Erfahrungen eines Austauschschülers
„Hier gibt es richtig gutes Essen“
Austauschschüler Joshua Habig wohnt derzeit in Ottersberg / Vor allem die Mahlzeiten haben es ihm angetan
Von Inka Sommerfeld Landkreis Verden. „Mit gefällt es hier“, bekennt Joshua Habig. Er ist begeistert von Deutschland. Der 18-Jährige kam im Rahmen des Parlamentarischen Patenschafts-Programms nach Deutschland, ein auf Gegenseitigkeit ausgelegtes Jugendaustauschprogramm zwischen Deutschland und den USA. Bundestagsabgeordneter Andreas Mattfeldt ermöglichte Joshua einen elfmonatigen Aufenthalt im Kreis Verden als Botschafter seines Landes, um zu einer besseren Verständigung zwischen jungen Deutschen und Amerikanern beizutragen, heißt es auf der Internetseite des Deutschen Bundestages.
„Ich würde es wieder machen“, sagt der junge Mann aus Denver (Colorado). Seit August lebt er in Deutschland, den ersten Monat verbrachte er in einem Sprachcamp in Magdeburg. Dann ging es nach Ottersberg – in seine Gastfamilie, die ihn auf dem Bahnhof bereits erwartete. Kya (21) und Pyam (16) Vakilzadeh freuten sich, ihren Gastbruder zu begrüßen, ebenso die Eltern. „Ich habe vor einiger Zeit ein schönes Jahr in den USA verbracht“, erzählt Kya – im Bundesstaat Colorado. Als Dankeschön wollte die Familie nun auch einen Austauschschüler aufnehmen. „Als wir dann erfuhren, dass ein Bewerber aus Colorado kommt und außerdem gern Fußball spielt, war alles klar“, sagt Kya lachend. Die vergangenen Monate haben gezeigt, dass die Familie sich nicht getäuscht hat.
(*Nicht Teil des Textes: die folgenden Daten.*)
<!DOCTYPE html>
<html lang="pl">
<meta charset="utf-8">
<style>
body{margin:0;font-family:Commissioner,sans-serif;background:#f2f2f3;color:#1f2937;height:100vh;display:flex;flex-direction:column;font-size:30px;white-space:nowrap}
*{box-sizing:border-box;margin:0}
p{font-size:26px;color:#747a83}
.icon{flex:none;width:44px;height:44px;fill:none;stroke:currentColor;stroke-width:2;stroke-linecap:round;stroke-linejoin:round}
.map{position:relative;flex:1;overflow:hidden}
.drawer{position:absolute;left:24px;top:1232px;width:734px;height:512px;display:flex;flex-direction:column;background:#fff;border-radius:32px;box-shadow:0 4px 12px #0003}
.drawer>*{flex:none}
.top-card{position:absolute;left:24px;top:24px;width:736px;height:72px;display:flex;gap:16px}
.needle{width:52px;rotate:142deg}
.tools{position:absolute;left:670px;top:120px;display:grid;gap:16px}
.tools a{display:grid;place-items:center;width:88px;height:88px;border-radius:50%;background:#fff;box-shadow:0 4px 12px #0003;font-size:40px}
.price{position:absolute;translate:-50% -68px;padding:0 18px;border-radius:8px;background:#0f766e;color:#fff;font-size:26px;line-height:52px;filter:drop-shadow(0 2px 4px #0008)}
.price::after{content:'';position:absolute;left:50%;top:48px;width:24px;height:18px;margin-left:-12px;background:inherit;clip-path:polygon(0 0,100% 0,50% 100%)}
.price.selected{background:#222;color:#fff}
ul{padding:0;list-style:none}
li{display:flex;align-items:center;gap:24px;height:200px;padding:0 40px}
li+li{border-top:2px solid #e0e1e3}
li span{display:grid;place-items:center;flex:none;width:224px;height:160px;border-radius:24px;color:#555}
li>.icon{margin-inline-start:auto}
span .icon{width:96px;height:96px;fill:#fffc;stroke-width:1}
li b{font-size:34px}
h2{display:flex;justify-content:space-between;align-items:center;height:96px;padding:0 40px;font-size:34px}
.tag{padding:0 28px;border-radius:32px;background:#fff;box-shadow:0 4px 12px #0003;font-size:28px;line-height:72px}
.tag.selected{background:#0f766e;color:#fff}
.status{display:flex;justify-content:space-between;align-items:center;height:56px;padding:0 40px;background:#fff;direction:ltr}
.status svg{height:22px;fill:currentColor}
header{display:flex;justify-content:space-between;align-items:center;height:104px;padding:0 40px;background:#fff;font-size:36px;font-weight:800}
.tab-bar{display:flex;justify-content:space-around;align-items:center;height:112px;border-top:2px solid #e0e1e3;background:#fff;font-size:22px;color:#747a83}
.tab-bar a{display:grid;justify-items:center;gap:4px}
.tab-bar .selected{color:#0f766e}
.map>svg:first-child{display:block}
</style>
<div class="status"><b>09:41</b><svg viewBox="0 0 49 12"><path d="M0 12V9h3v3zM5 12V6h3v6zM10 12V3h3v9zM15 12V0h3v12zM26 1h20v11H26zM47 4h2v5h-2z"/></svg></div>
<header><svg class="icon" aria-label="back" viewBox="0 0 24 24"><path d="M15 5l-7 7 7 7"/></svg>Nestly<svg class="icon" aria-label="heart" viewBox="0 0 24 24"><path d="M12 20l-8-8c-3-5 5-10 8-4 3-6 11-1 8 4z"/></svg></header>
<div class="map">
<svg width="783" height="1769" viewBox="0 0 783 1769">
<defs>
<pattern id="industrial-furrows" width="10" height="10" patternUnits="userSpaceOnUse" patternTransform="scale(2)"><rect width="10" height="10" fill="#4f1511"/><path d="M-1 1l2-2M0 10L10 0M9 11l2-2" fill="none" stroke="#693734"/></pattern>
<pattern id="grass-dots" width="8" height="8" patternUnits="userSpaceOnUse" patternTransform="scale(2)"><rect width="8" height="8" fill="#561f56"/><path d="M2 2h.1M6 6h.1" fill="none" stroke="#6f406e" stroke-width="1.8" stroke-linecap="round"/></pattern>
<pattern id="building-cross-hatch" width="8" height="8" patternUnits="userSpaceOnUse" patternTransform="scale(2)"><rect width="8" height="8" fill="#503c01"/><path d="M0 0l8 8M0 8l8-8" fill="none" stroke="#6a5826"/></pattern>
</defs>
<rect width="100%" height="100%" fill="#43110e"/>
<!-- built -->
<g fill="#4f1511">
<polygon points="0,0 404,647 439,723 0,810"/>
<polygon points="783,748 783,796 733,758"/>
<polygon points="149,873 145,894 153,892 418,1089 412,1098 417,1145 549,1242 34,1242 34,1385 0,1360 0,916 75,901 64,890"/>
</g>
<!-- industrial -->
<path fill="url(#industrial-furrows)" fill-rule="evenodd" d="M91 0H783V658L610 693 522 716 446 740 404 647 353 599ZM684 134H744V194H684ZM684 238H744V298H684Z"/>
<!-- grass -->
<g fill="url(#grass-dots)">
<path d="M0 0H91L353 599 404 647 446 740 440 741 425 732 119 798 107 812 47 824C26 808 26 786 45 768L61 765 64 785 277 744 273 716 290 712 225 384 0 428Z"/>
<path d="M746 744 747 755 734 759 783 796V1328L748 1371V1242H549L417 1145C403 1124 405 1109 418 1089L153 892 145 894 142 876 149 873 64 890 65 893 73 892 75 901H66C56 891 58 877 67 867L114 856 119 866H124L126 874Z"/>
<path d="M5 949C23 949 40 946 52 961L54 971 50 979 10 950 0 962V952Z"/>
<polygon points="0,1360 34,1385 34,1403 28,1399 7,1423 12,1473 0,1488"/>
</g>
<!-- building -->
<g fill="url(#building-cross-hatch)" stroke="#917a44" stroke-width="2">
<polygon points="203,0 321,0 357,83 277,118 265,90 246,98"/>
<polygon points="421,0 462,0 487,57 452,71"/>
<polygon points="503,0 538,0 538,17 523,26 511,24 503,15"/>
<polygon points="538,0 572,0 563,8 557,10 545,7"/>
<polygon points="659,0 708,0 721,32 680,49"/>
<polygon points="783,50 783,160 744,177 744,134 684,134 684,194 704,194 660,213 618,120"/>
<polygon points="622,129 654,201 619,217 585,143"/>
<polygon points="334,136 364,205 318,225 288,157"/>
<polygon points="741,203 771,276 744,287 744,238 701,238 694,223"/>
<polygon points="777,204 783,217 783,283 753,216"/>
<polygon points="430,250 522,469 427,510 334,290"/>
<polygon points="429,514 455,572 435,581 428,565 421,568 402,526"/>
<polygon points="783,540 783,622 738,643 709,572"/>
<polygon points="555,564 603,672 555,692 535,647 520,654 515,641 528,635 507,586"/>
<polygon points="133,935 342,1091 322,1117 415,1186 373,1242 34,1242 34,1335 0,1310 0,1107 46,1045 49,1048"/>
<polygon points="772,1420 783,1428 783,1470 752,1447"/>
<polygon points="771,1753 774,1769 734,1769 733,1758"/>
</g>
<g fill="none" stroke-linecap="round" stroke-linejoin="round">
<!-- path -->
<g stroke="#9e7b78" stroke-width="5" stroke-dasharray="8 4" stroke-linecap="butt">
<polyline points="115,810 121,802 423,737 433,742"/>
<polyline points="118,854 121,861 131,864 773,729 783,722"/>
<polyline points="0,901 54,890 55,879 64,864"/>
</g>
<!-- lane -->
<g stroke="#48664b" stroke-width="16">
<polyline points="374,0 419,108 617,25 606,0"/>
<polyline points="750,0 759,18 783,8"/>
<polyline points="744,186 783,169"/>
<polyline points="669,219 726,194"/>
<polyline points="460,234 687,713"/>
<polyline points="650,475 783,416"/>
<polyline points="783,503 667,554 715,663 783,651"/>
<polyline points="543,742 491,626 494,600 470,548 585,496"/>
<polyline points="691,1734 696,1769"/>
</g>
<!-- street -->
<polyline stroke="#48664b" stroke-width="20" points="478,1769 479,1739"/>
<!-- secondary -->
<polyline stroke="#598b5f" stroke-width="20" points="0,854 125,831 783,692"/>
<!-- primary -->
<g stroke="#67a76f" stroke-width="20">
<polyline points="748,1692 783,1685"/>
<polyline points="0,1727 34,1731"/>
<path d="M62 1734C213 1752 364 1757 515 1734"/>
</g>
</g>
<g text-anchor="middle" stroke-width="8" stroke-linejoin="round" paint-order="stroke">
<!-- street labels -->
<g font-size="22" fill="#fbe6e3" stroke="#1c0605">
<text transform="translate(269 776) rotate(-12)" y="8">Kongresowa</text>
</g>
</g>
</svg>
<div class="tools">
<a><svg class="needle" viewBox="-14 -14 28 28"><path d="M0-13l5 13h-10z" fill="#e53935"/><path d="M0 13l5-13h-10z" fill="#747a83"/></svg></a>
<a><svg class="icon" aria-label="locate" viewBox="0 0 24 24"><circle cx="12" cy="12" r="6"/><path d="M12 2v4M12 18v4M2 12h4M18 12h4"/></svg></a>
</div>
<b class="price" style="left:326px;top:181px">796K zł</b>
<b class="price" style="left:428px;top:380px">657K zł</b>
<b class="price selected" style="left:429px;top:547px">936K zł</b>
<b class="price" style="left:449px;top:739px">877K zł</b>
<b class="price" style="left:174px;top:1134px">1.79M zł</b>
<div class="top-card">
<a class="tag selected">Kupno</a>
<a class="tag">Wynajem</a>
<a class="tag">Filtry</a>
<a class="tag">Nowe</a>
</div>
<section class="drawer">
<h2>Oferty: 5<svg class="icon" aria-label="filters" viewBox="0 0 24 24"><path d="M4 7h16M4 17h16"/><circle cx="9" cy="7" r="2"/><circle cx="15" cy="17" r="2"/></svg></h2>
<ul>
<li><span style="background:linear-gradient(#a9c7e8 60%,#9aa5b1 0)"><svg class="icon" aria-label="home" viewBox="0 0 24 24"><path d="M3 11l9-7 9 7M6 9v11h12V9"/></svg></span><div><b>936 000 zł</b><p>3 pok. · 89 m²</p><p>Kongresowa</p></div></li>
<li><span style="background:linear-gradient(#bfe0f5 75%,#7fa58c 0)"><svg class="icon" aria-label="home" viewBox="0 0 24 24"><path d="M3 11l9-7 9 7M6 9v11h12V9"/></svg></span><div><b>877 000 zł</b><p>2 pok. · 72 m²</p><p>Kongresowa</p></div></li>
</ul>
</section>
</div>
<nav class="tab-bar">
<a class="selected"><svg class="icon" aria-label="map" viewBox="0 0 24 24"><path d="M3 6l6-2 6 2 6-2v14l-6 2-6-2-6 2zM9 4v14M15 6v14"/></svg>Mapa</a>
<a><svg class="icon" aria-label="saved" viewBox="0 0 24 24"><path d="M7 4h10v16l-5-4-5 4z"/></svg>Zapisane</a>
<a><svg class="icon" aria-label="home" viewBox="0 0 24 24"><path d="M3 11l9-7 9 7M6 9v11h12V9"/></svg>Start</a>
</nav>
„Ich möchte richtig deutsch lernen, denn mein Vater stammt aus Deutschland“, erzählt Joshua von seiner Motivation. In der Schule hatte er vier Jahre lang Deutschunterricht, außerdem verbrachte er 2001 und 2006 einige Monate in Bayern – bei der Familie seines Vaters. Eine Tante hatte ihn im vorigen Jahr auf das Stipendium aufmerksam gemacht, und ihr Neffe bewarb sich als einer von rund 2000 Aspiranten – insgesamt flogen 48 Stipendiaten nach Deutschland.
„Ich möchte Land und Leute kennenlernen“, sagt Joshua bestimmt und bedauert daher ein weinig, dass er zur Schule gehen muss. Denn den High School-Abschluss hat er bereits in der Tasche, im Sommer beginnt er ein Biologiestudium auf dem College. Erst in den USA, später vielleicht auch in Deutschland.
Schwerer Stoff im Unterricht
Seit September besucht Joshua nun gemeinsam mit Kya das Schulzentrum in Bremen-Walle, Joshua geht in die zwölfte, sein Gastbruder in die 13. Klasse. Gleich am ersten Tag stellte der Joshua seinen Stundenplan zusammen: Er wählte die Leistungskurse Biologie – sein Lieblingsfach – und Englisch, außerdem die Fächer Deutsch, Geschichte, Mathe und darstellendes Spiel. Danach ging es sofort in den Unterricht. „Er wurde gleich ins kalte Wasser geworfen“, sagt Kya schmunzelnd. Joshua war es recht. „Ich mag den Unterricht gern. Der ist schwerer als bei uns, denn hier werden mehr Inhalte vermittelt“, erzählt er. Die Hausaufgaben erledigt er in der Schule, zu Hause lernt er. Und das fällt ihm leicht. „Die Noten sind ganz okay“, meint der Austauschschüler bescheiden mit Blick auf das Halbjahreszeugnis. „Wieso okay, die sind doch gut“, findet Kya.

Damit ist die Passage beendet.